The primary source of the pressure for banks and the GSE to refinance mortgages is so that those with rates around 7 percent and 8 percent can reduce their payments with the historic rates of around 4 percent that the Federal Reserve has helped artificially engineer.
- Some banks don’t want to refinance mortgages because the loans are underwater.
- Other banks are just backed up on the paperwork.
- Still others are just bad at the job they are supposed to perform.
Whatever the case, there at least two things worth considering: even a 7 percent mortgage is a good thing in relative terms, and even without a massive, national refinance program, mortgage rates on outstanding debt have been falling.

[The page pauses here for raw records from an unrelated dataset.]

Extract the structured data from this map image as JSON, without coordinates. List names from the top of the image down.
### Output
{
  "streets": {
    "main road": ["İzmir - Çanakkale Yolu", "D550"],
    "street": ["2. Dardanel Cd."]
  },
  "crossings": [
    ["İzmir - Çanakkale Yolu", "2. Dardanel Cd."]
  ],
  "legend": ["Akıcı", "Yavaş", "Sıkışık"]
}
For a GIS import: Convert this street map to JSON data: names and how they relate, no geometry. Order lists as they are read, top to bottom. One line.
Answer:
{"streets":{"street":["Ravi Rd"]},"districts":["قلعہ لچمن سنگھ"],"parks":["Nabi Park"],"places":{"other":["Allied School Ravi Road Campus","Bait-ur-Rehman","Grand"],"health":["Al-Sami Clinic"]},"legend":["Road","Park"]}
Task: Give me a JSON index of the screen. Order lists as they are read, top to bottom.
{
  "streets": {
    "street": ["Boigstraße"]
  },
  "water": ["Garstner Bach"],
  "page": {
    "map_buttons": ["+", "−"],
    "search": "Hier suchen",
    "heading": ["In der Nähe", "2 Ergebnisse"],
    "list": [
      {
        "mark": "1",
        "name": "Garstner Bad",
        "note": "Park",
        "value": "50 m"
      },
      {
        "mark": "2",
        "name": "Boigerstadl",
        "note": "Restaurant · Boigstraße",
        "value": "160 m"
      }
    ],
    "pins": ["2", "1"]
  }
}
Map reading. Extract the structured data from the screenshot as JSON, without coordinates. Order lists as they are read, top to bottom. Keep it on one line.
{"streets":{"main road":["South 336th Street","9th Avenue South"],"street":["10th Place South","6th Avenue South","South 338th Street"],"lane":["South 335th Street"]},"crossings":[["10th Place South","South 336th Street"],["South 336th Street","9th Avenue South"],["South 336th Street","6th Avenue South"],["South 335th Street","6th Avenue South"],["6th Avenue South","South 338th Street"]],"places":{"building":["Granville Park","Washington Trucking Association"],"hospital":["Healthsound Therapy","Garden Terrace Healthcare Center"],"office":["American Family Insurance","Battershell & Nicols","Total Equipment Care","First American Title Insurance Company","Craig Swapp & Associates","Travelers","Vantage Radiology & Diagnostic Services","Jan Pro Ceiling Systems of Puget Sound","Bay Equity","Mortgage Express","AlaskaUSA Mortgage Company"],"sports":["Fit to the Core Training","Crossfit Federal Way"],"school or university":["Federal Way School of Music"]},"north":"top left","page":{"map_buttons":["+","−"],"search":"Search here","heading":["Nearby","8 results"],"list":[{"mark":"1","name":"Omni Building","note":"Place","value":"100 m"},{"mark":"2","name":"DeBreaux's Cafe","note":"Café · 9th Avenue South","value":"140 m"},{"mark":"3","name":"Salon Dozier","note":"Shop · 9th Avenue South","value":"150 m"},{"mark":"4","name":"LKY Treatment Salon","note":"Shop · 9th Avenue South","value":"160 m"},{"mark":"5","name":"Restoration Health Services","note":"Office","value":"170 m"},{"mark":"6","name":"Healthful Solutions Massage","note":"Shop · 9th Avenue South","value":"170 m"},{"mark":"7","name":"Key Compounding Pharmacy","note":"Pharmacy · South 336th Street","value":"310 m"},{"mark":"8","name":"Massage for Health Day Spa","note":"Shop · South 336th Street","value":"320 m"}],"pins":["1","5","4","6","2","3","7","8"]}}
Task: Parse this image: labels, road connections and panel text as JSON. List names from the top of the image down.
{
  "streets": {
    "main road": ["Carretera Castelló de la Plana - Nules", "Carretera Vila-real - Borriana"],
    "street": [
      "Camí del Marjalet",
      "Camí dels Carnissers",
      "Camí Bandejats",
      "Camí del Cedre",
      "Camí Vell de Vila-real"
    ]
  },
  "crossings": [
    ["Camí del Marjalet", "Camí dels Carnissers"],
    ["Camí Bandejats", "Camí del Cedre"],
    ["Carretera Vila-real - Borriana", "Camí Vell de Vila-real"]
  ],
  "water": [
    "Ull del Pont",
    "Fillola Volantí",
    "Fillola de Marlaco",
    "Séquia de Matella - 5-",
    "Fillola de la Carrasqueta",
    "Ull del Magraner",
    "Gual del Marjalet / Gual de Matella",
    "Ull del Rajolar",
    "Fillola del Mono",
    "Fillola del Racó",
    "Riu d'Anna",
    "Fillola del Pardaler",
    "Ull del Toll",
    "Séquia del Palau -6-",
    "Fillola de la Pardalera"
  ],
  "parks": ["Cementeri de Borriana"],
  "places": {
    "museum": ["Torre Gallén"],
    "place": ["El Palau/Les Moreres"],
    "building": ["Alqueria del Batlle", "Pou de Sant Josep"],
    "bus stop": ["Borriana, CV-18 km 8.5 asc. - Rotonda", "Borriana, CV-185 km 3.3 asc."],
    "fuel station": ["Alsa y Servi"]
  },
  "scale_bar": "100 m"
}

Consider the below chart developed from recently released BEA data:
The average effective rate of interest on mortgage debt never fell below 8 percent from 1977 to 1996 (that is the farthest back the data goes). After the housing finance policy changes of the 1990s began to take effect in 1995 and 1996, we see the effective mortgage rate drop below that threshold. For the first quarter of 2012 the effective rate on all outstanding mortgage debt was 5.115 percent, and it has fallen every quarter for the last 24 quarters, or since the 2Q2006.
There does not seem to be an immediate need for a massive refi program to push past the legal boundaries of mortgage law. Banks should become better at customer service, process decision faster, but still be allowed to make prudent calls on what would be the most profitable for their shareholders—many of whom are taxpaying Americans.